Le chef de l’Etat ivoirien n’a pas seulement maille à partir avec ses compatriotes réfugiés au Liberia. Dans le camp des cadres et des élus wê qui ont battu le rappel de leurs troupes à ce rendez-vous libérien, c’est la désolation. Pareillement. Les cadres et les élus de l’Ouest ont déferlé à Zwedru par vagues. Premièrement, il y a ceux qui sont arrivés dans la capitale du Comté du Grand Gedeh deux jours avant l’événement. Ils sont composés notamment de la ministre Anne Ouloto, de la député Oulaï Zaguy Madeleine et de Maho Glofiéi. La veille de la rencontre des deux chefs d’Etat, Zwedru enregistre le gros lot des élus et cadres des régions du Cavally et du Guemon, conduits par le président du conseil de la région du Cavally, Dagobert Banzio. Le dernier cité ne comprend pas que lui qui a été envoyé par Ouattara «aux heures chaudes de la crise au Liberia pour soutenir les réfugiés soit empêché d’avoir accès aux camps de réfugiés». Surtout qu’il a inscrit, selon lui, le retour des réfugiés ivoiriens au Liberia à la politique du conseil régional qu’il préside. En tout cas, une sourde colère grondait en ces cadres et élus qui ont effectué massivement le déplacement du Liberia. «Tout se passe comme si les réfugiés sont toujours craints», s’indigne-t-on au sein des élus.

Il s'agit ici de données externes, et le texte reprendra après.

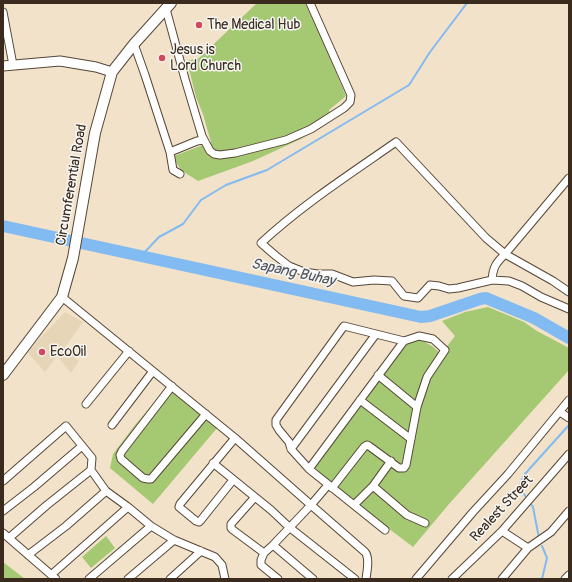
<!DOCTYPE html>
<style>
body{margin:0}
#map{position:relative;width:572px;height:582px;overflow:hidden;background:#f1e2c9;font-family:Pangolin,sans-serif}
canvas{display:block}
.frame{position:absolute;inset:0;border:4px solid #3b2a1e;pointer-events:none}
</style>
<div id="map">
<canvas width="572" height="582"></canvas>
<div class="frame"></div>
</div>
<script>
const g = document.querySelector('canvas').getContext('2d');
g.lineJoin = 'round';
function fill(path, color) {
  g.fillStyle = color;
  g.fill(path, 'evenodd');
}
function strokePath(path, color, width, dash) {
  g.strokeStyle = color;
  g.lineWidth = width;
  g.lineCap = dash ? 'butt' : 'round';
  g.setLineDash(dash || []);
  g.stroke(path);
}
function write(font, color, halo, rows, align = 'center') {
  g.font = font + ' Pangolin,sans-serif';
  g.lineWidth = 3;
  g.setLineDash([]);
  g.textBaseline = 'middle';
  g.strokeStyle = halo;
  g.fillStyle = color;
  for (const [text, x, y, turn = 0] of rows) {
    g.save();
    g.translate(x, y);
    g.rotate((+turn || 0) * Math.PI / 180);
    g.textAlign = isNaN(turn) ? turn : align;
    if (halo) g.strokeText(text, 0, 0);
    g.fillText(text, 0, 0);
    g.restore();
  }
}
fill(new Path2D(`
 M 65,312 L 83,322 L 65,347 L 79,361 L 71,373 L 57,356 L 45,372 L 27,352 Z`), '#e6d6b7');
fill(new Path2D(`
 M 257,3 L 305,3 L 320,35 L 346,96 L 329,110 L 332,120 L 301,139 L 253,161 L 198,181 C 186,173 178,171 174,156 L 211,142 L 203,114 L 196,97 L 187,61 L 199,58 Z
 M 488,307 L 524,322 L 537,331 L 569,348 L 569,370 L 449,504 L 413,547 L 330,484 L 314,466 L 405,343 L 421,340 L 432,346 L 441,354 L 455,336 L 442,321 L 465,312 Z
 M 167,388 L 217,428 L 153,504 L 110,468 L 113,454 L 135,425 Z
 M 106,536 L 115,548 L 91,568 L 82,557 Z
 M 3,562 L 25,579 L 3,579 Z`), '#a5c872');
strokePath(new Path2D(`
 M 142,255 L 159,237 L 183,224 L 201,200 L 226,185 L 267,170 L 409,85 L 430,52 L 467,3
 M 539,538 L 533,507 L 519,487 L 524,475 L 569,425
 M 542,579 L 547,558 L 542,546`), '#82baf2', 2);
strokePath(new Path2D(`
 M 3,226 L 421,317 L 430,316 L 480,299 L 486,298 L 534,318 L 569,338`), '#82baf2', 12);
const minor = new Path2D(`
 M 166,9 L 185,79 L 202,136 L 210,151 L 214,154 L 220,155 L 235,153 L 286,140 L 311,129 L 344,108 L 350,102 L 351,95 L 310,3
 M 3,12 L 13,65
 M 134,44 L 145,75 L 170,152 L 173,170 L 180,174
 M 170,152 L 197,141 L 204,140
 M 492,280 C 493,267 496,263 505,254 L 569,178
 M 569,292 L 553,281 L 505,254 L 486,238 L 396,142 C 350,174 302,205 261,243 L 269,250 L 276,256 L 289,266 L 304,272 L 318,274 L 332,274 L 353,282 L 374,280 L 392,281 L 404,296 L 418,298 L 430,285 L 439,286 L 449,289 L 458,288 L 492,280 L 509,281 L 522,286 L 541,297 L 569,309
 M 62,297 L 235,438 L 311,505 L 365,552 C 370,558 367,571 366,579
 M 378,375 L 417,407
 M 172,386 L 122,451 L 120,455 L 121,459 L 143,478 L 148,479 L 151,479 L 206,414
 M 360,400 L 411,439
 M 86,404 L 129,351
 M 560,412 L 569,418
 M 112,425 L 153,371
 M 291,449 L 376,334
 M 213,463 L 271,510 L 289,527 L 355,579
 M 309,469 L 404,341
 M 233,480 L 201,520 L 199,522 L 196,521 L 179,507 L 180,504 L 235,438
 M 3,481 L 66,426 L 92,458 L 91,470 L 106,491 L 128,507 L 151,526 L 174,540 L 215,557 L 222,565 L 225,579
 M 373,486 L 407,515 L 425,523
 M 332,488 L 364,447 L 367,445 L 369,446 L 399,468 L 404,468 L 406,465 L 417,407 L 427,377 L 445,350 L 433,339 L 419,336 L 404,341 L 344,326 L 276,420 L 276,425 L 279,430 L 289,442 L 291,449 L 309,469 L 385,530
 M 255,497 L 231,524 L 231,528 L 233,530 L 264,553
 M 354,505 L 373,486 L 391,461
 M 3,511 L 34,487 L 82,446
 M 502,531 L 528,548
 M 3,533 L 56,579
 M 9,538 L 47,505 L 91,470
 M 273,545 L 313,579
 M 28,555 L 66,526 L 106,491
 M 51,575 L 128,507
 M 89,579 L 151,526
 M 128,579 L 174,540
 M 170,579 L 201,551
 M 278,579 L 261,565 L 261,560 L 264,553 L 273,545 L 311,505 L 328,485
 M 416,579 L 473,512 L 508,474 L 569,400
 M 452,579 L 502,531 L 569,454
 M 502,579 L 528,548 L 551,532 L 569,511
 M 565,579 L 569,575`);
const tertiary = new Path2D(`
 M 3,66 L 60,61 L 96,67 L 112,72`);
const secondary = new Path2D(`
 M 3,375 L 62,297 L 73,258 L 95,133 L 112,72 L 134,44 L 171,3`);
strokePath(minor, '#564638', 9);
strokePath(tertiary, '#564638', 11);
strokePath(secondary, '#564638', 12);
strokePath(minor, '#fff', 7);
strokePath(tertiary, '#fff', 9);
strokePath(secondary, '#fff', 10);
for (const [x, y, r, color] of [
 [199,25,4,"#d1495b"],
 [162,58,4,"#d1495b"],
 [42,352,4,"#d1495b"]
]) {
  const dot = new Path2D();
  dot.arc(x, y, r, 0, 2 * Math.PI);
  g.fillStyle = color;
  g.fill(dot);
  strokePath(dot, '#f6f6f2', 1.5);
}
write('14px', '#3b2a1e', '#f6f6f2', [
 ["The Medical Hub",207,25],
 ["Jesus is",170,50],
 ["Lord Church",170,66],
 ["EcoOil",50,352]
], 'left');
write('14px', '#3b2a1e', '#f6f6f2', [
 ["Circumferential Road",72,185,-80],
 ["Realest Street",502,509,-47]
]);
write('italic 15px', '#50555e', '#f6f6f2', [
 ["Sapang Buhay",293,273,12]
]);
</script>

Ouattara craint des troubles et un attentat contre sa personne

Au sein des 4 commissions qui ont travaillé à la rencontre des chefs d’Etat, des langues se délient. «Les autorités libériennes estiment que les réfugiés ivoiriens, qui en majorité sont des pro-Gbagbo, vont provoquer des troubles pour humilier Ouattara, en le huant par exemple. C’est pourquoi des mesures d’interdiction de sortie des camps sont prises contre eux», révèle un membre influent d’une des commissions. Quand certaines sources proches des autorités du pays hôte évoquent carrément la planification d’un attentat des réfugiés contre la personne de Ouattara.